Being short in life is not advisable, there are statistics that say that your paycheck has a stronger correlation with your height than with your studies and experience. Unluckily, it is one of the things you can do very little about if the fate was not good enough with you.
On the other hand, having a "short" data warehouse may help a lot.
In the classic data warehouse paradigm, an integral part of the process is to extract and transform the data to populate structures adequate for querying.
It is often reported that building and maintaining the ETL process is the most resource intensive technical process among those necessary to build a BI environment. The flip side is: this also means that this is the process where the biggest gain in efficiency can be achieved.
Many vendors in the last three decades supported this view. The wave started with the ETL tools that (almost) avoided writing code, followed by the tools that let you design a data warehouse just conceptually while the tools takes care of all the rest. ERP vendors all provide extractors or other solutions to simplify the ETL process.
This paradigm is loosing some relevance with the appearance of in-memory solutions but it is still one of the focal points for DW professionals.
So, what is the most cost-effective approach to ETL? What is the most efficient initiative to reduce the amount of resources devoted to ETL?
Simple, keep it short.
There are plenty of ways to measure software complexity. Just try googling it and you will receive pages and pages of academic articles. For our purpose, let's just consider the number of objects (database fields) that are involved in the process multiplied the number of times they are invoked in the transformation. It is a very simple measure, roughly correlated with the actual complexity but good enough to show the point.
The amount of objects that are required to correctly model a business is pretty much given. You may implement your marts in steps or deliberately starve the business but what is needed for the business to work is generally well identifiable. There is not much to do on this side. On the other hand, the transformations that you may need to turn your raw data into something consumable by a front-end application may greatly vary.
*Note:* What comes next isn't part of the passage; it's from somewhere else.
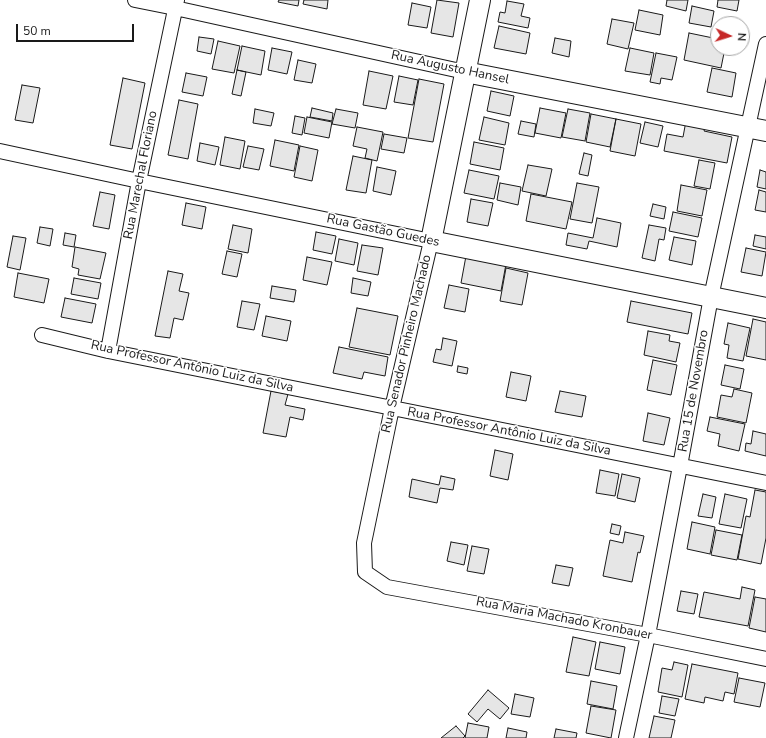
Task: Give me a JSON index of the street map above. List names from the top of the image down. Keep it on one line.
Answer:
{"streets":{"street":["Rua Augusto Hansel","Rua Marechal Floriano","Rua Gastão Guedes","Rua Senador Pinheiro Machado","Rua Professor Antônio Luiz da Silva","Rua 15 de Novembro","Rua Maria Machado Kronbauer"]},"crossings":[["Rua Augusto Hansel","Rua Marechal Floriano"],["Rua Augusto Hansel","Rua Senador Pinheiro Machado"],["Rua Augusto Hansel","Rua 15 de Novembro"],["Rua Marechal Floriano","Rua Gastão Guedes"],["Rua Marechal Floriano","Rua Professor Antônio Luiz da Silva"],["Rua Gastão Guedes","Rua Senador Pinheiro Machado"],["Rua Gastão Guedes","Rua 15 de Novembro"],["Rua Senador Pinheiro Machado","Rua Professor Antônio Luiz da Silva"],["Rua Senador Pinheiro Machado","Rua Maria Machado Kronbauer"],["Rua Professor Antônio Luiz da Silva","Rua 15 de Novembro"],["Rua 15 de Novembro","Rua Maria Machado Kronbauer"]],"scale_bar":"50 m","north":"right"}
Building these transformations is the most expensive stage, the one that introduces more complexity, consumes more time and it inherently creates the lineage problem.
There are two approaches to simplifying the transformations.
The most common raw data for a classical data warehouses, are based on facts derived from documents: invoices, Orders, bills of laden, warehouse picking notices etc. There are not many ways to model these documents: they all feature a header/footer, with some attributes and some quantities defined at that level; and a body that, generally contains rows, with other attributes and measures.
Mind that that representing the documents in this format is a sort of "natural modeling", since it embeds in data structures the way they are perceived and "lived" by the business.
The difficulty rises when, in the source system, they are not modeled as a header/footer logical data construct but they are dispersed in different tables, sourced from logs or queues etc. In this case, the integrator job is really uphill. Obviously there is no technical shortcut to this but, on the project management side, the DW/BI team may ask to the people responsible for those applications to provide themselves the header/footer structures required. This is generally advisable since the people managing the applications are also those who better know how to extract and transform the data and it is easier and less resource intensive for them rather than for a team which doesn't have a very specific domain knowledge.
The flip side of the coin, is that you will immediately need a process contract with another team and a technical contract among different applications and platforms. The contract details are often overlooked: what to do when a new field comes along, what is the tables update policy, who is in charge of signing off updates? Once again, instead of just a technical wizardry, what we really need is a solid process ensure a constant flow of reliable data.
At the other end of the DW process there is another approach that may greatly simplify the ETL process and the need for integration. Some large BI suites feature a back-end layer including a data federation engine and a semantic layer.
With data federation, the consumer can be shown a single data structure that integrates physically separated data as if they had undergone the process of having been copied, joined together, cleaned and saved to a table. It is generally easier and less expensive in terms of development, maintenance and computing resources to federate two tables rather than maintaining the appropriate ETL process.
This doesn't mean that data federation is easy and ETL is hard, but the balance in most cases goes in favor of federation, especially if it is an out of the box feature like it is for some BI suites.
The semantic layer, on the other side, embeds rules and descriptions that may let the ETL process stop short of some final operations, thus becoming simpler. A semantic layer may also include complex calculations, relieving the ETL process from the time and resources necessary to execute them. The calculation burden is moved at runtime and it is executed only if necessary. This is a semantic layer's virtue that it is often overlooked while considering which BI suite to use in an organization.
We can summarize the two point above in a simple rule: your ETL process must be "short", relying on one side on pre-digested input from the data producers and on smart tools to consume data on the other side.
So, sometimes, being short in life is not that bad, after all.